Die Änderung des Anwaltsrechts seit 1933 und die Reichs-Rechtsanwaltsordnung von 1936

Änderungen des Anwaltsrechts ab 1933 ließen nach und nach verstärkt Gesichtspunkte politischer Zuverlässigkeit in die Zulassungsbestimmungen einfließen, die zum Ende der freien Advokatur führten.

 

Die durch Verordnung vom 22. März 1933 als Spitze der Kammerorganisation geschaffene Reichs-Rechtsanwaltskammer (RRAK) wurde in ihren Funktionen bereits 1934 aufgewertet und diente als Instrument zur Gleichschaltung der Anwaltschaft. Ihr wurde die Ehrengerichtsbarkeit in zweiter Instanz übertragen und damit aus der Zuständigkeit des Reichsgerichts gelöst. So wurde einerseits – nach außen – ein alter Wunsch der Anwaltschaft erfüllt, andererseits dadurch, dass in die wichtigsten Gremien eben die parteinahen Persönlichkeiten eindrangen, dennoch Linientreue im Rahmen der „Selbstverwaltung“ gewährleistet.

Änderungen des Anwaltsrechts ab 1933 brachten nach und nach verstärkt Gesichtspunkte politischer Zuverlässigkeit in die Zulassungsbestimmungen. Bereits durch Verordnung vom 24. April 1933 ordnete der preußische Justizminister Hanns Kerrl eine „Nachprüfung“ für Nachwuchsjuristen an, die nach der Staatsprüfung zur Rechtsanwaltschaft zugelassen (oder zu Gerichtsassessoren ernannt) werden wollten, (…) deren Zweck es ist, mir ein Bild von der Volksverbundenheit des Bewerbers zu vermitteln“. Diese Bestimmung traf in erster Linier – aber keineswegs ausschließlich – jüdische Bewerber. Die „Nachprüfung“ wurde in der Folge durch die Einführung des Probe- oder Anwärterdienstes ausgebaut.

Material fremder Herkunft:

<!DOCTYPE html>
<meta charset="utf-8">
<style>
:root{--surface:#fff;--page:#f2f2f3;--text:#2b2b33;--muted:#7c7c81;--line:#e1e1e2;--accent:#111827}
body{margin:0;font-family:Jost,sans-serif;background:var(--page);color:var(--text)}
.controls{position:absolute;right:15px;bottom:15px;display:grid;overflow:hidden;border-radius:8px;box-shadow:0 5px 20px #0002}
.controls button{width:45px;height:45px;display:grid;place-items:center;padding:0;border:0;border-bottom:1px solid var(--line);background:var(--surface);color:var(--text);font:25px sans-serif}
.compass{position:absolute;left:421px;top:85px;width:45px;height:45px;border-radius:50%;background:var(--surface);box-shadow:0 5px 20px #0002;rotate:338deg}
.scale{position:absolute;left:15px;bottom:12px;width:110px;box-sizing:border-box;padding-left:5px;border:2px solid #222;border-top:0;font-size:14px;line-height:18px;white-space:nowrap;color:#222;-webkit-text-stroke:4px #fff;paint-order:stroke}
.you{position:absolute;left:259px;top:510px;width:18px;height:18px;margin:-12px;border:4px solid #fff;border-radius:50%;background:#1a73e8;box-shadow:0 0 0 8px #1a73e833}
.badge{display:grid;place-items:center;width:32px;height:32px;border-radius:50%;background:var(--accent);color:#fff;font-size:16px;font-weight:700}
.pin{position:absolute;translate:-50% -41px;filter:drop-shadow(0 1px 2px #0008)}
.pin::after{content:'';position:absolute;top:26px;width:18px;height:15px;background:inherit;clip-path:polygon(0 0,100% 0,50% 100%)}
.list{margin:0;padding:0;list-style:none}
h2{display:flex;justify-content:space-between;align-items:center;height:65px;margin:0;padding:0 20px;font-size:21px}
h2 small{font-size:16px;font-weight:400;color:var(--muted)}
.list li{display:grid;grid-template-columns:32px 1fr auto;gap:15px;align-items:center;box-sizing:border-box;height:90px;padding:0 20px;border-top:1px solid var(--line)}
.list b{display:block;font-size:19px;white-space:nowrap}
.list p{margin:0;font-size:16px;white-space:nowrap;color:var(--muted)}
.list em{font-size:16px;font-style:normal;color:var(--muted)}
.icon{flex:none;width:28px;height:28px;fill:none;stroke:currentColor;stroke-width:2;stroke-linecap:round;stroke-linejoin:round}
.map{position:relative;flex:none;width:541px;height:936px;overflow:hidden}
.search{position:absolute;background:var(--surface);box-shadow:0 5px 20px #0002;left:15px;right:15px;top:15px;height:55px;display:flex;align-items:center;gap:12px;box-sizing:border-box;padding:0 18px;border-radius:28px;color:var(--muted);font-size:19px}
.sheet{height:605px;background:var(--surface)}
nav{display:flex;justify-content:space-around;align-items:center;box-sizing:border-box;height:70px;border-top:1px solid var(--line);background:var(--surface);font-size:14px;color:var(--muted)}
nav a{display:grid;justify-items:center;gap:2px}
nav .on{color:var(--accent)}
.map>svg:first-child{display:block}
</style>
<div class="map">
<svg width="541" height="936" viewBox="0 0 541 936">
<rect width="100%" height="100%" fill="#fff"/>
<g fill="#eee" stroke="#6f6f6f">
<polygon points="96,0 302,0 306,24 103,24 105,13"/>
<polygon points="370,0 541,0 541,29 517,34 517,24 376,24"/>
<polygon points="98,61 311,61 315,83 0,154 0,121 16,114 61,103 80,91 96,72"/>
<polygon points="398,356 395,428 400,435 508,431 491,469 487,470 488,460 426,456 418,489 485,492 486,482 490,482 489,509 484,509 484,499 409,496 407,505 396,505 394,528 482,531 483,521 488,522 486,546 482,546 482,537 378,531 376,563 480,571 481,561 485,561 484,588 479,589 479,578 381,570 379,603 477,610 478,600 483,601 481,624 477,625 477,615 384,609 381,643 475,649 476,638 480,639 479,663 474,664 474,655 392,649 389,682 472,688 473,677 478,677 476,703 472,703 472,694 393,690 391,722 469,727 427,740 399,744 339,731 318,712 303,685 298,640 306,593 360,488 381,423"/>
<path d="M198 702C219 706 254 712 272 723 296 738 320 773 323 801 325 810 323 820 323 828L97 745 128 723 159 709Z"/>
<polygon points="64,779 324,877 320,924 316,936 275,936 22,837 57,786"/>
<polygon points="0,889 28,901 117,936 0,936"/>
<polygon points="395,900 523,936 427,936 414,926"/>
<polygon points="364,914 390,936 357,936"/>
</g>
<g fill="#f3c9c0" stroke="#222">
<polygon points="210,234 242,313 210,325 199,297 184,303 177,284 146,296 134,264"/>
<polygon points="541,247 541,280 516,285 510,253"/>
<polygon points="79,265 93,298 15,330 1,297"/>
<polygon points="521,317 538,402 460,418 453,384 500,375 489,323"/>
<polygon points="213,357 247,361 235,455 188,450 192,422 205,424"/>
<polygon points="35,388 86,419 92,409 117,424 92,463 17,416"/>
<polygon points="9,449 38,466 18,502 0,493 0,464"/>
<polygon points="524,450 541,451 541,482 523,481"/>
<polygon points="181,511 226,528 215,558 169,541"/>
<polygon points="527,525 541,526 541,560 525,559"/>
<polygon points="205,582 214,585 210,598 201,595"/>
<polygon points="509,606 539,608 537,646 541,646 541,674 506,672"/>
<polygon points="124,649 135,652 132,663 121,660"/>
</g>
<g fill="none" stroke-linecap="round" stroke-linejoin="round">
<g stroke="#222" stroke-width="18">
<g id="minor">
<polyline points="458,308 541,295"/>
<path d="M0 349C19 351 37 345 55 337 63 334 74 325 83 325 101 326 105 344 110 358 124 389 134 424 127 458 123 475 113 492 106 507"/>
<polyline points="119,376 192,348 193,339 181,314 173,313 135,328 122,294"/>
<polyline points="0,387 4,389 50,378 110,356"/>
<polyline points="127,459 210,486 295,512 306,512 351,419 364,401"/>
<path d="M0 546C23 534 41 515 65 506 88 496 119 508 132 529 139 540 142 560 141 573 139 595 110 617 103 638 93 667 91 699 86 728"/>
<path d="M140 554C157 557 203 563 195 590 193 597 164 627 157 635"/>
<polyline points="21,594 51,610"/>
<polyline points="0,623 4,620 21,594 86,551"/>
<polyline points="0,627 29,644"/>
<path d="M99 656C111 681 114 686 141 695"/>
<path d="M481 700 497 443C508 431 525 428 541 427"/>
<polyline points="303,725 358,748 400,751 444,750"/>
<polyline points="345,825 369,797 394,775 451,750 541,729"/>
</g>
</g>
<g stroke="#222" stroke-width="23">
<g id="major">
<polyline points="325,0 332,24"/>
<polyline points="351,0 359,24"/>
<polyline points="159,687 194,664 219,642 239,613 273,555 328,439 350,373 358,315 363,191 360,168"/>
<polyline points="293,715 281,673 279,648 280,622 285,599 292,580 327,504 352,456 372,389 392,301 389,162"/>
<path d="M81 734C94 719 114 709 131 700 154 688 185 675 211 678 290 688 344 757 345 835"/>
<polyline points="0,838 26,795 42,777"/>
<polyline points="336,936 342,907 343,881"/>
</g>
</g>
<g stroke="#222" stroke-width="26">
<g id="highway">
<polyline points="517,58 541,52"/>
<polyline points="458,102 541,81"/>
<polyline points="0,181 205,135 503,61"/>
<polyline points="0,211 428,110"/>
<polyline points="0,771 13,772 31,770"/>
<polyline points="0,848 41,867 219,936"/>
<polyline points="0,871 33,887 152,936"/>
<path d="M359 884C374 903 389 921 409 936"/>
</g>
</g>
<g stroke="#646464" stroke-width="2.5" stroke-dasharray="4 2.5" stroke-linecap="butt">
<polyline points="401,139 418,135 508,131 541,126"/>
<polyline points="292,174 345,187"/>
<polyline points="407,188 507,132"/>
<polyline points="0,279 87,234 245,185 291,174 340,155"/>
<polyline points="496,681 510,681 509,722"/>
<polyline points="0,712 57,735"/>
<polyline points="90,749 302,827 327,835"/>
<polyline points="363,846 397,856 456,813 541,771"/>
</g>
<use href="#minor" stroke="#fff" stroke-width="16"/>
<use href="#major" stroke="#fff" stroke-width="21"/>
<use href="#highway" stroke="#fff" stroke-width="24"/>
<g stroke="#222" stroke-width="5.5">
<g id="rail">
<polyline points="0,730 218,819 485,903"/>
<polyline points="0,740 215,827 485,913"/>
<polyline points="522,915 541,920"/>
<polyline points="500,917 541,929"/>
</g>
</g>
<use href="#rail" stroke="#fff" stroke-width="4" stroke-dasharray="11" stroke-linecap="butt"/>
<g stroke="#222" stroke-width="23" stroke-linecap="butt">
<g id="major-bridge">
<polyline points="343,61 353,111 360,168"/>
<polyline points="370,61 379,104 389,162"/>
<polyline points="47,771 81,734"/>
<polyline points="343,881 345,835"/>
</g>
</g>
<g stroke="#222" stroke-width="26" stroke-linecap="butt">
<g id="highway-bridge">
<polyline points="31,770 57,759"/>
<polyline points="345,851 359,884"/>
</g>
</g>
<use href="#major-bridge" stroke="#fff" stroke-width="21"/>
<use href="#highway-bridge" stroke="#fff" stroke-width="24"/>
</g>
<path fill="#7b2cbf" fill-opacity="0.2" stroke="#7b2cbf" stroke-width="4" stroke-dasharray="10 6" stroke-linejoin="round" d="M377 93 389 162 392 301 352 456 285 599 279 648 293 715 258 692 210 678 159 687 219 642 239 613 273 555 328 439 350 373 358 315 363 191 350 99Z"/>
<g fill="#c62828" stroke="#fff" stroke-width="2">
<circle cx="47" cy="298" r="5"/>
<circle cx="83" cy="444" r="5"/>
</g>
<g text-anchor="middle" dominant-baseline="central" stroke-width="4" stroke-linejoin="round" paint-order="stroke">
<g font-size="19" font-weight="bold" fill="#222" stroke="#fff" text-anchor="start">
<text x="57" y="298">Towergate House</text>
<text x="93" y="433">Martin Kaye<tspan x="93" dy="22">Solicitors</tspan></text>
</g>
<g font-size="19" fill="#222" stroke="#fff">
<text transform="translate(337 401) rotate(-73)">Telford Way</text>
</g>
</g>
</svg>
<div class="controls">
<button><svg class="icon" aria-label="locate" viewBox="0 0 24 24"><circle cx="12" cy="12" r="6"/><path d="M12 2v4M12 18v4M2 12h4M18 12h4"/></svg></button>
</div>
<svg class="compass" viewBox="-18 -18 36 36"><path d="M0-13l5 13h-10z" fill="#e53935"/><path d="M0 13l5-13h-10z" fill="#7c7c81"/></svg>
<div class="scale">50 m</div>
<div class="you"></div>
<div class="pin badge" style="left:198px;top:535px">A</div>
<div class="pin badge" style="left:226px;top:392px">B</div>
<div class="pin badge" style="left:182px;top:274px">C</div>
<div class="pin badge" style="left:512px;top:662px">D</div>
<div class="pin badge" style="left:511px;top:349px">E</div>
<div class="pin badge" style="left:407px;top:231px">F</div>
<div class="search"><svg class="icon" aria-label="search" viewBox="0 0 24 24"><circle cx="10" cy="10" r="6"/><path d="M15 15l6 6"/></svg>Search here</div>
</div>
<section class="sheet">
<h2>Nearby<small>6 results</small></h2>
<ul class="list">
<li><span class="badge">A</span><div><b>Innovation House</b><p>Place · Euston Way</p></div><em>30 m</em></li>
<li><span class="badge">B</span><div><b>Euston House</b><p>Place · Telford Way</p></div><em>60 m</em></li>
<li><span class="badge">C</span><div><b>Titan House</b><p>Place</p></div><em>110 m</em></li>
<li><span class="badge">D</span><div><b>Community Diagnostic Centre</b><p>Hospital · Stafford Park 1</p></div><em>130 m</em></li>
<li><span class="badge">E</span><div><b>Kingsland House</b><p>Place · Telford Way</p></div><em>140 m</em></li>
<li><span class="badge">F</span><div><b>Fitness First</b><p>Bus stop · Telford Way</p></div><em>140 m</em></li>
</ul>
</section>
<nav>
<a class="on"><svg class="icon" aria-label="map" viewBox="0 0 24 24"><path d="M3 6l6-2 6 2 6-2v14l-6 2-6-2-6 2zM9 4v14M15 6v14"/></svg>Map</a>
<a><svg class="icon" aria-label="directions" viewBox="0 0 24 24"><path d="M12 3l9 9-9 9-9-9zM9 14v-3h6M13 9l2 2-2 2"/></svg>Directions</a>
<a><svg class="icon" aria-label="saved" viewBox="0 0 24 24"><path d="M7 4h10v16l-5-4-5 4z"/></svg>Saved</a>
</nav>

Das Gesetz zur Änderung der Rechtsanwaltsordnung vom 20. Dezember 1934 formulierte die Voraussetzungen, unter denen die Zulassung versagt werden kann, neu: „(…) wenn die Persönlichkeit des Antragstellers nach seinem bisherigen Verhalten keine Gewähr für zuverlässige Berufsausübung und gewissenhafte Erfüllung der anwaltlichen Standespflichten bietet (…).“ Durch diese Generalklausel war eine weitere Bresche in die freie Advokatur geschlagen, die Auslegung ermöglichte die Ausschaltung politisch missliebiger Anwärter. Die neue Reichs-Rechtsanwaltsordnung (RRAO) von 1936 verstärkte noch die Stellung der RRAK und demontierte damit die Reste anwaltlicher Selbstverwaltung vor Ort. Auch in ihren übrigen Bestimmungen vollendete die RRAO die Abschaffung der „freien Advokatur“. Numerus clausus, Zulassung nach dem Prinzip der persönlichen (parteipolitischen) Zuverlässigkeit, Vorschaltung eines Probe- und Anwärterdienstes, der allein vom Reichsjustizministerium gesteuert war, beseitigten den Anspruch auf Zulassung und die Rückkehr zu Prinzipien des Obrigkeitsstaates wie sie vor 1878 geherrscht hatten. Die Einordnung in das System brachte der Rechtsanwaltseid zum Ausdruck: „Ich schwöre, dem Führer des Deutschen Reiches und Volkes Adolf Hitler Treue zu halten und die Pflichten eines Deutschen Rechtsanwaltes gewissenhaft zu erfüllen, so wahr mir Gott helfe.“

 

Literatur

 

Vollständiger Text in: Barbara Dölemeyer, „Die Frankfurter Anwaltschaft zwischen 1933 und 1945“ in: Rechtsanwälte und ihre Selbstverwaltung 1878 bis 1998, hg. v. der Rechtsanwaltskammer Frankfurt am Main, Wiesbaden 1998, S. 59–129.

Änderungen des Anwaltsrechts ab 1933 ließen nach und nach verstärkt Gesichtspunkte politischer Zuverlässigkeit in die Zulassungsbestimmungen einfließen, die zum Ende der freien Advokatur führten.